Everton are barely attacking though and my request for the players not to be complacent in the second half is rewarded with a reassuring spread of green. And then, just before the hour mark, my nightmare scenario is realised. Aaron Ramsey truncates a glorious passing move by artlessly giving the ball away, Everton break, swirl in a cross of their own and Ross Barkley’s header is palmed onto the post and in by Petr Cech. We continue to push for the winner, I get Sanchez up front, I use Walcott from the bench, I switch to attacking and then overload, but we still can’t score.

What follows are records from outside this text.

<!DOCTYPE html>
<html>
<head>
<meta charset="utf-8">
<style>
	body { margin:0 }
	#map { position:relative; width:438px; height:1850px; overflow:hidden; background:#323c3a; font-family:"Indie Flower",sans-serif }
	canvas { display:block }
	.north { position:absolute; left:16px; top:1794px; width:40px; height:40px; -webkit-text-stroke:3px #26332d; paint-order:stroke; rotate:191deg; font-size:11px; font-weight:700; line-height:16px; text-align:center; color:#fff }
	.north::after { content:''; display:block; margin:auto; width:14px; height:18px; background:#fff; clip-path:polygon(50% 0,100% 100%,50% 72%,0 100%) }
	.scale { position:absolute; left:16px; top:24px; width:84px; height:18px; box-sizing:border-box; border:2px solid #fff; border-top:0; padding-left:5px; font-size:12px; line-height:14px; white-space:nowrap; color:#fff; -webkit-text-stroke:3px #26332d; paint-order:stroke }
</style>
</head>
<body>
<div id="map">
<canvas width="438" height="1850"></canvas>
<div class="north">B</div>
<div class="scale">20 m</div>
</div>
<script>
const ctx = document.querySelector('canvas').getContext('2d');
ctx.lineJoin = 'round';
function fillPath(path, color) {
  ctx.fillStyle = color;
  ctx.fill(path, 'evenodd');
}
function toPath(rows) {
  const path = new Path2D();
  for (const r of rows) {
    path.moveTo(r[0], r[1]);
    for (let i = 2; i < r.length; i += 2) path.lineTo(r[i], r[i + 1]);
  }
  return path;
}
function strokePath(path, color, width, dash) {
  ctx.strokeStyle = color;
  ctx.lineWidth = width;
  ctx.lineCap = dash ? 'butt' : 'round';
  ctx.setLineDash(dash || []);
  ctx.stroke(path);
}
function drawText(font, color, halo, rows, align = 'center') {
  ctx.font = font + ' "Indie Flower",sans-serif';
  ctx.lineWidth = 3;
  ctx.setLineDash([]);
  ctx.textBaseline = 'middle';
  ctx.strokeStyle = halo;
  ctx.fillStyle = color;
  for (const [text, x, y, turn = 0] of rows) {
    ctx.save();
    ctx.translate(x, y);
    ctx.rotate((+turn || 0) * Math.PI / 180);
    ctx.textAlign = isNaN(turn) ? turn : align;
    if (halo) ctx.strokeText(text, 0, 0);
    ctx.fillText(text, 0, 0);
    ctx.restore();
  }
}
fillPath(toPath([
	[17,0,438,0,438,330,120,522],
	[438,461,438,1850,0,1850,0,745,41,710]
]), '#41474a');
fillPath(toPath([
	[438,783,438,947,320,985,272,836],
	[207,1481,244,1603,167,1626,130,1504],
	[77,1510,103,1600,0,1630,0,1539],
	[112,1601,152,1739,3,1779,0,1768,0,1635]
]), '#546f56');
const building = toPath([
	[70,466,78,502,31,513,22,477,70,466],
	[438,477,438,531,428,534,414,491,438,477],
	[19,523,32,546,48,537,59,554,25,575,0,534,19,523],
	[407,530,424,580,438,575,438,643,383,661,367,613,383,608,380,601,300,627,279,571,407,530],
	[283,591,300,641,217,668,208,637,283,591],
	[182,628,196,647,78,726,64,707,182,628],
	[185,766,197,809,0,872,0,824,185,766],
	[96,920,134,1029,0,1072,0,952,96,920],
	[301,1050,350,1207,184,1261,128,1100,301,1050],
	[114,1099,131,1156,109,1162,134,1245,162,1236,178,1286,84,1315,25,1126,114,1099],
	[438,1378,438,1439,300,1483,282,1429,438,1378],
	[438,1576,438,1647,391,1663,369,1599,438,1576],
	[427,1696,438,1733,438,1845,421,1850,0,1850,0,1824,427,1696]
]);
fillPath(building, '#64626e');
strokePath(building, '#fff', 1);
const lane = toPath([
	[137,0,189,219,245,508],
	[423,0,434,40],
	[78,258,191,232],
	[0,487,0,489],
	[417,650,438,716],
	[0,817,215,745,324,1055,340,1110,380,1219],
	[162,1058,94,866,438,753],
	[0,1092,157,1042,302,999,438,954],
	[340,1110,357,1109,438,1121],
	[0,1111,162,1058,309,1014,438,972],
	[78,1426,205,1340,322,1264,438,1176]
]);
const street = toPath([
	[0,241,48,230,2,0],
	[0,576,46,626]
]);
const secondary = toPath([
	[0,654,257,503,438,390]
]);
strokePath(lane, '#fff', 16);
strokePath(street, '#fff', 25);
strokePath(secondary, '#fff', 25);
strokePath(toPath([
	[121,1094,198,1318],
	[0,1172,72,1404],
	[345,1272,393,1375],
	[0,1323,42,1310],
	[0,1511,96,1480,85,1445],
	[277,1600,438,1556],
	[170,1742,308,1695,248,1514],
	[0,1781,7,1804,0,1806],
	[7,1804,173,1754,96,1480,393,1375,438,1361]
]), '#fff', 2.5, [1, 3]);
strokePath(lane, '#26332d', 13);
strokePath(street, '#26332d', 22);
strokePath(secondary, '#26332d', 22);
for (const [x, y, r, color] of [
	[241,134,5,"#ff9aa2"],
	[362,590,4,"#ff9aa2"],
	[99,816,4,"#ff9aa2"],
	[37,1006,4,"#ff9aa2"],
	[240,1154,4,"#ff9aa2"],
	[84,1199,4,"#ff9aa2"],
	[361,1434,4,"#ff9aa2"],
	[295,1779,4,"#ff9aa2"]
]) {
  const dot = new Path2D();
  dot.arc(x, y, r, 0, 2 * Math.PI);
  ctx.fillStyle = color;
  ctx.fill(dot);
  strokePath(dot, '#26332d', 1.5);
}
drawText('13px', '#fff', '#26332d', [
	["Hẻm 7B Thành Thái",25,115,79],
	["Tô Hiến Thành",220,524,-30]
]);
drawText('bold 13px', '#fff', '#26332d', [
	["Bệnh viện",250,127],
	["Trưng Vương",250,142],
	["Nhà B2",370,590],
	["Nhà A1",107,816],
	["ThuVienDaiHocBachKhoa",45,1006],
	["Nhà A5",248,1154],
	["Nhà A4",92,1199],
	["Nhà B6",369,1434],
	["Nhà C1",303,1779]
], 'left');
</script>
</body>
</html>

It’s a very annoying 1-1 draw.
ALEX: The league is upon us. Liverpool haven’t won it in goodness knows how long and my general sense is we aren’t about to start now. But a good set of results from a relatively friendly set of fixtures to start with and who knows?
First up are West Bromwich Albion, managed by everyone’s favourite hipster gaffer, Tony Pulis. When quizzed about the managerial neophyte he’s about to face, Pulis says my appointment is “part of the charm of football”. This is the most unlikely phrase ever to spill from that man’s pursed lips, but it’s sweet of him, and I resolve to be nice in turn, while also battering his team on the pitch.
We set up with the 4-3-3 that has served us well in pre-season, with two options in reserve: one sees one of the shadow strikers advanced into a deep-lying forward role, the other pushes the two SSs into inside forward roles and converts the AP(s) into an SS. West Brom will be good in the air, so I go for the compact 4-3-3, which doesn’t use crosses all that much. The team is my first choice XI.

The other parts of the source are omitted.